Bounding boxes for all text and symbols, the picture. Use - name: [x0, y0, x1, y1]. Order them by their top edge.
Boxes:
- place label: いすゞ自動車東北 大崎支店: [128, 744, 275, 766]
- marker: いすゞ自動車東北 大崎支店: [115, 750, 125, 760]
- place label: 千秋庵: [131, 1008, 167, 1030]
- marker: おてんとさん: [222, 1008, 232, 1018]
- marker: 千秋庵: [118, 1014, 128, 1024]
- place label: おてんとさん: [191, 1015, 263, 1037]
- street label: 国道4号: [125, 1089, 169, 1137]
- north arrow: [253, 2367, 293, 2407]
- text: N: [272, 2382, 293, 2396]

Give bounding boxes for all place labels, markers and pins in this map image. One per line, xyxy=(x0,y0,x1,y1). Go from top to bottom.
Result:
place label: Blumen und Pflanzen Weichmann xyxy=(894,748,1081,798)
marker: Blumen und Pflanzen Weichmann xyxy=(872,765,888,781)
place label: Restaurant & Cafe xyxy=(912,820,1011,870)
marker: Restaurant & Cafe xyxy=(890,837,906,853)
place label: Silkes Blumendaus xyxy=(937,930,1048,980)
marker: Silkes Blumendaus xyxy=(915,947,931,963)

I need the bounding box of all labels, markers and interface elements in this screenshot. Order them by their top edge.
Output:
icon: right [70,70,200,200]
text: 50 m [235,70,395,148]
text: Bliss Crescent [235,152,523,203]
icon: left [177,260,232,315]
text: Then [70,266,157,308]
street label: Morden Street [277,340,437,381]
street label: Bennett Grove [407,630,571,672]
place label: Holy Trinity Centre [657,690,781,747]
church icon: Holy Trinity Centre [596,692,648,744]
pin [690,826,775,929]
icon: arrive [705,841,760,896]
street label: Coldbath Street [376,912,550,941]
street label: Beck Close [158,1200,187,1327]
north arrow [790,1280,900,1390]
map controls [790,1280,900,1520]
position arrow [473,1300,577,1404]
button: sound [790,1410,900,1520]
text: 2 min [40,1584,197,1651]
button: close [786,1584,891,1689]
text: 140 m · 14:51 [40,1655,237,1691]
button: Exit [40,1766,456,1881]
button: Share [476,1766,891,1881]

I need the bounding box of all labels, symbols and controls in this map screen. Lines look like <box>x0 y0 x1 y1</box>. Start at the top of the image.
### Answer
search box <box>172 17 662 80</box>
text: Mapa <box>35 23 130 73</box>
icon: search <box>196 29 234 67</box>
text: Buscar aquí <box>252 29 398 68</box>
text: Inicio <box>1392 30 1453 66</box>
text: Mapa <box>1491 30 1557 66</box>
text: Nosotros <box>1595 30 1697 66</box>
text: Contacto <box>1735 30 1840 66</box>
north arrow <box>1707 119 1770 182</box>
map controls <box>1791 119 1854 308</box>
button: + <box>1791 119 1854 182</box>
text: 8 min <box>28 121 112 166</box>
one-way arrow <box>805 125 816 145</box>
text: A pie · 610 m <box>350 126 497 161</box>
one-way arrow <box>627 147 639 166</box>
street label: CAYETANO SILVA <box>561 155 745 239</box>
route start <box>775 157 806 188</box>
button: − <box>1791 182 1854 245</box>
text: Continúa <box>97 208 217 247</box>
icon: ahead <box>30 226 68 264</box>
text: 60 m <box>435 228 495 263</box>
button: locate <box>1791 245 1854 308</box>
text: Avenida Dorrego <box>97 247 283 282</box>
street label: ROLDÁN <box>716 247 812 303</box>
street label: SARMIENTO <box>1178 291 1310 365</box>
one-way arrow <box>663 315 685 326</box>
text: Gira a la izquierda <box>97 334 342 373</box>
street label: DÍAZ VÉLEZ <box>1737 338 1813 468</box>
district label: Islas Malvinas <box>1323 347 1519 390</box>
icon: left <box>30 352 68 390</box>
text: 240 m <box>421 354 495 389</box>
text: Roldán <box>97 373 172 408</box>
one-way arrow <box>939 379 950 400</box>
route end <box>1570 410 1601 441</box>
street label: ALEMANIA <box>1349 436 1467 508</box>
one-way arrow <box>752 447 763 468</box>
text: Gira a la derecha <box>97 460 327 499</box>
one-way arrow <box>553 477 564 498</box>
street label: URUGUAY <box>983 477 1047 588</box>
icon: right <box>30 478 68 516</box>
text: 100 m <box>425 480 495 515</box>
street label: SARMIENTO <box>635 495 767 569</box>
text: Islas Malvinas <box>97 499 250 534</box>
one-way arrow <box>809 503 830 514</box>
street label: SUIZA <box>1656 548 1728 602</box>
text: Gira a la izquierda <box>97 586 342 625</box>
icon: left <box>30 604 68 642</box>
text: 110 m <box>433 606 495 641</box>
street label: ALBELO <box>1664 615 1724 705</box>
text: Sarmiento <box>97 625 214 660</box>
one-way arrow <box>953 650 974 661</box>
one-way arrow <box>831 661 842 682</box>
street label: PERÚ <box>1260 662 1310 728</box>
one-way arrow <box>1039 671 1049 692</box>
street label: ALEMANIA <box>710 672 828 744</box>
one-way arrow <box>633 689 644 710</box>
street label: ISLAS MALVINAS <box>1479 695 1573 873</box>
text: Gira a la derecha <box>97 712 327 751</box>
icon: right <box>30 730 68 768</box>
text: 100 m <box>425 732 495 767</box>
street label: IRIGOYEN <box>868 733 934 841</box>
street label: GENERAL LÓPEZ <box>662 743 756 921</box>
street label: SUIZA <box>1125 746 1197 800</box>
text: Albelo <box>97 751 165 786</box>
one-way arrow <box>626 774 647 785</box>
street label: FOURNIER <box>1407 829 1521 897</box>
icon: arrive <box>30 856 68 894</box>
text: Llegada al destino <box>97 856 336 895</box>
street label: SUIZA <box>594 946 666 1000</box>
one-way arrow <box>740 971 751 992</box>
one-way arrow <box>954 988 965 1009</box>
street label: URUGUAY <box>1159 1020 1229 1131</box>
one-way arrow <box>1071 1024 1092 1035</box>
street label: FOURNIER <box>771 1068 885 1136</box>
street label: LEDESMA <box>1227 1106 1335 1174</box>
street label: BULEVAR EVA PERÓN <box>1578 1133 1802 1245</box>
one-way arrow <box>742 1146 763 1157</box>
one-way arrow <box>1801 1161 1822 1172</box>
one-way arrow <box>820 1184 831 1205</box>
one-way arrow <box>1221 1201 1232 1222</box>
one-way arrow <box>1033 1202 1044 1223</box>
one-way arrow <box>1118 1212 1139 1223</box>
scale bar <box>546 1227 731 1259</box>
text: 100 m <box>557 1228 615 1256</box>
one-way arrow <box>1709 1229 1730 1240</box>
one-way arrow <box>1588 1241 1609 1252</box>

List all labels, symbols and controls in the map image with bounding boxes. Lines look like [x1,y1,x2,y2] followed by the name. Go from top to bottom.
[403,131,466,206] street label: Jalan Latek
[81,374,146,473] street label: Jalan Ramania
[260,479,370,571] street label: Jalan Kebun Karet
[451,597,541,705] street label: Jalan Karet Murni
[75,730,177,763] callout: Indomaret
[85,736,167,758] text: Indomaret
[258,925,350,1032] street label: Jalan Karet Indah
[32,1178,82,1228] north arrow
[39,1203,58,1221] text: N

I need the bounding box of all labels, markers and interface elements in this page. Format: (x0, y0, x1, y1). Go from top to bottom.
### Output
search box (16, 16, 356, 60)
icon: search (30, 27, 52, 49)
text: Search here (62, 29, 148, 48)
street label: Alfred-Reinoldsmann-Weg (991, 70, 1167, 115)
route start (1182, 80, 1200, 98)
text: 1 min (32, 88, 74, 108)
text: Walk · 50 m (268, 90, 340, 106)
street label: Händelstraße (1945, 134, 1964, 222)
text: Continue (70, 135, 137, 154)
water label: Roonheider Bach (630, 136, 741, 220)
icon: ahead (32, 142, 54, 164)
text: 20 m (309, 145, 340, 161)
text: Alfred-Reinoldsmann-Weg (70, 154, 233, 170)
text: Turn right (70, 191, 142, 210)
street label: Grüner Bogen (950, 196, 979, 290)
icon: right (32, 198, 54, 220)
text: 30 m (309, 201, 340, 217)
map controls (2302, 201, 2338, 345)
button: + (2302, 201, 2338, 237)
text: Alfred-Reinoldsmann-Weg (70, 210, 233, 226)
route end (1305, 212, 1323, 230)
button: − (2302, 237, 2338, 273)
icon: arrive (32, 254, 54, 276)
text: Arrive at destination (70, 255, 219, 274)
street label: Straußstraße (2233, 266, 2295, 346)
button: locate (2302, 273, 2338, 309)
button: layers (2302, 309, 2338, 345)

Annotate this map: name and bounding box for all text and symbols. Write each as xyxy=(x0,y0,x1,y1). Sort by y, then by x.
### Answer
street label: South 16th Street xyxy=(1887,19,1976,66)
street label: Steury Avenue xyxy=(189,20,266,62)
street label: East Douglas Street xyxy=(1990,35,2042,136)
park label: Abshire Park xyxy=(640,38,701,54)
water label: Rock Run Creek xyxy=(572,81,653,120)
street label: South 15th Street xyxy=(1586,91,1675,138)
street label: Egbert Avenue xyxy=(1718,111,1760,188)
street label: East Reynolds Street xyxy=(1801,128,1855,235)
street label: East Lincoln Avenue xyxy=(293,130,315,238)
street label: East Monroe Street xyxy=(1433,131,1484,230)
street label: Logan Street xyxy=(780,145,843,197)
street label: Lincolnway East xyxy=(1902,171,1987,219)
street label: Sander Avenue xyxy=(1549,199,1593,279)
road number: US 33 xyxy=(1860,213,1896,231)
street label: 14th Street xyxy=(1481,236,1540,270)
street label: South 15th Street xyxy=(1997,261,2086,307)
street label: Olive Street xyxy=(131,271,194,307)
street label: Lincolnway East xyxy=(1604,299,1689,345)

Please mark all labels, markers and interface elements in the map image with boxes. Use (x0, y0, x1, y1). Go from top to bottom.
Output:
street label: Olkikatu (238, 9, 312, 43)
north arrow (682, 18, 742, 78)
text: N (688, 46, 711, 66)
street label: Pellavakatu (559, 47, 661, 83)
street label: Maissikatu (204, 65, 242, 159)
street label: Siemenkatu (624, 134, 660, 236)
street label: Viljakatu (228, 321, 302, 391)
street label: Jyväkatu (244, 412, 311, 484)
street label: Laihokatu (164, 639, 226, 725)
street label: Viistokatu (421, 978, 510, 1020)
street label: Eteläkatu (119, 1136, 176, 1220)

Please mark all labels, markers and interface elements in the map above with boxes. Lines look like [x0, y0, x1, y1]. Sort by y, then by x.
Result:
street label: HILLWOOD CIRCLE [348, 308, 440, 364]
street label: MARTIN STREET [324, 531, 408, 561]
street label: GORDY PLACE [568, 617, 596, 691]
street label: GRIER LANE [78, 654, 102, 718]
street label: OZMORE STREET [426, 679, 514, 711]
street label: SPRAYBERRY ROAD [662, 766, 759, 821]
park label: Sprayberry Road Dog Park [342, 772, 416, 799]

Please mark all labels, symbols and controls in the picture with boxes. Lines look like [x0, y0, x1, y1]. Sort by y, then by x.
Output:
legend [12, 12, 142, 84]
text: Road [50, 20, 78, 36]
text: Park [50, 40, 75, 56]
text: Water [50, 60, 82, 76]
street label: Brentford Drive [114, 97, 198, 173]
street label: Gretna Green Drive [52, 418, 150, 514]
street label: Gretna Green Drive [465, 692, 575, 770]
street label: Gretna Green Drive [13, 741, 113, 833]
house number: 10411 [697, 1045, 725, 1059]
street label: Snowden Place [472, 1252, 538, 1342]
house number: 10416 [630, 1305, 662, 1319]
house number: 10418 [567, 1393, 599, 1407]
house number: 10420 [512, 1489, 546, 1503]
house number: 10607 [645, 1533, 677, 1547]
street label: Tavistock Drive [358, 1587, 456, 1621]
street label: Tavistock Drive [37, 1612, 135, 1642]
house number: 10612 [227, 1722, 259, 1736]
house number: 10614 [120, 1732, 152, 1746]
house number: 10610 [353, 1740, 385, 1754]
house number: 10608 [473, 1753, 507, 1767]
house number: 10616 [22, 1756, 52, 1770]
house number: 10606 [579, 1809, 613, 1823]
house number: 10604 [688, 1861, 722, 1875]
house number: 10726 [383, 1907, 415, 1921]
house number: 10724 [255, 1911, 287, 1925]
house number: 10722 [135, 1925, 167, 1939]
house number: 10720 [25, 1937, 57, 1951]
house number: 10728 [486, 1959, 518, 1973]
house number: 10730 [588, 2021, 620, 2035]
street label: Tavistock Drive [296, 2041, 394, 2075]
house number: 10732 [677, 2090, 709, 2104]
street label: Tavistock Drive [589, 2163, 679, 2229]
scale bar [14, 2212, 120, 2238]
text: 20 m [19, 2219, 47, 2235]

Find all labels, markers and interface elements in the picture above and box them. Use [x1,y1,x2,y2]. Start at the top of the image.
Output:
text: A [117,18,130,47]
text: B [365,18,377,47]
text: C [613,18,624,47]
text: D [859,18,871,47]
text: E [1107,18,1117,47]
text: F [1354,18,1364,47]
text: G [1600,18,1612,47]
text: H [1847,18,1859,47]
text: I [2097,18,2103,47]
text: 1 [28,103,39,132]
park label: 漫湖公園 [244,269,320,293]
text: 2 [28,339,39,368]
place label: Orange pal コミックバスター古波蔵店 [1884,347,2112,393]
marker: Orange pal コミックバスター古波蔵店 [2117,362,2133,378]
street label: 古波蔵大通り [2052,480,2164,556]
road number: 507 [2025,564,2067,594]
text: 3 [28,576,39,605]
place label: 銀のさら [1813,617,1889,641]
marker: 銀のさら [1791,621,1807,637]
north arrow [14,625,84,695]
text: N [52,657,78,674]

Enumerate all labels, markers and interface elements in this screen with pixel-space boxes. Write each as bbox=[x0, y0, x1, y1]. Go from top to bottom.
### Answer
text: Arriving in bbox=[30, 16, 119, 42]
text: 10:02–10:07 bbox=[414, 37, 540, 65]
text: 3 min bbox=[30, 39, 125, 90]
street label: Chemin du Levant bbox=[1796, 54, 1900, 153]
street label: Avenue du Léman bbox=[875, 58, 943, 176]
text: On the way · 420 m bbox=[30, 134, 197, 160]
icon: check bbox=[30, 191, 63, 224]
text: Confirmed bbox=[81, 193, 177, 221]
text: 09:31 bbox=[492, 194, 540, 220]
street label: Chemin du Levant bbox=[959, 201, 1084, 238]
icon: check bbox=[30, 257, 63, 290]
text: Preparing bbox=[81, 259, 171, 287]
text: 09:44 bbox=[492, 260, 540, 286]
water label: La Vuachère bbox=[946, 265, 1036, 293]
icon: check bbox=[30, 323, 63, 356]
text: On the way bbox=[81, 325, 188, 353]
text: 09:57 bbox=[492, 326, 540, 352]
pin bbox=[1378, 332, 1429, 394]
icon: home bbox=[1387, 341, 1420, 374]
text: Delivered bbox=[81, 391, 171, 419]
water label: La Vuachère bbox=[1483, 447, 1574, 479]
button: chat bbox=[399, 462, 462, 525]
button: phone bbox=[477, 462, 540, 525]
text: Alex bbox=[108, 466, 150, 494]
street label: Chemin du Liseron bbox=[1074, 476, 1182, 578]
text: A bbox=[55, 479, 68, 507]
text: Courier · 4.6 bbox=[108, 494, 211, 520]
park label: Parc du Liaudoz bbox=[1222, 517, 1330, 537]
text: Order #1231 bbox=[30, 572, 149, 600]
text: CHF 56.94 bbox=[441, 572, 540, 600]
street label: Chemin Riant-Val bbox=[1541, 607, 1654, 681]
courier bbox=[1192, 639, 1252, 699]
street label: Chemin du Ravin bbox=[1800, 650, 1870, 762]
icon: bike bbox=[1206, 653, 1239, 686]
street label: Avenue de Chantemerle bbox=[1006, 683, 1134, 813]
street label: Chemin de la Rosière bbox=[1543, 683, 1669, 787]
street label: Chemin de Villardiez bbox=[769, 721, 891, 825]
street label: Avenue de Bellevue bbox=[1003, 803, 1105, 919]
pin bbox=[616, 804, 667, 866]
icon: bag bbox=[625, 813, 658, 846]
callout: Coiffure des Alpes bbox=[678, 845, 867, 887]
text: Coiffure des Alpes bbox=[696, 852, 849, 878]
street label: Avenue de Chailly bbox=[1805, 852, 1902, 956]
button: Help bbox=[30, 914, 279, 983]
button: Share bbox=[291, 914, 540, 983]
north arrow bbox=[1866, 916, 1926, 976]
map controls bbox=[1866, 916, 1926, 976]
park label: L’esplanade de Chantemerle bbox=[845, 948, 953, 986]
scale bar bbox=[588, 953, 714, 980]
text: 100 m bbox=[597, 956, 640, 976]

Activity » If a line above holds the string "Please", return it as it stands.

Answer box »
Please mark all labels, markers and interface elements in the map image with boxes. Use (x0, y0, x1, y1). Go from top to bottom.
Please mark all labels, markers and interface elements in the map above with boxes. Lines look like [x0, y0, x1, y1]. Sort by y, then by x.
Please mark all labels, symbols and controls in the picture with boxes. Lines look like [x0, y0, x1, y1]. Sort by y, then by x.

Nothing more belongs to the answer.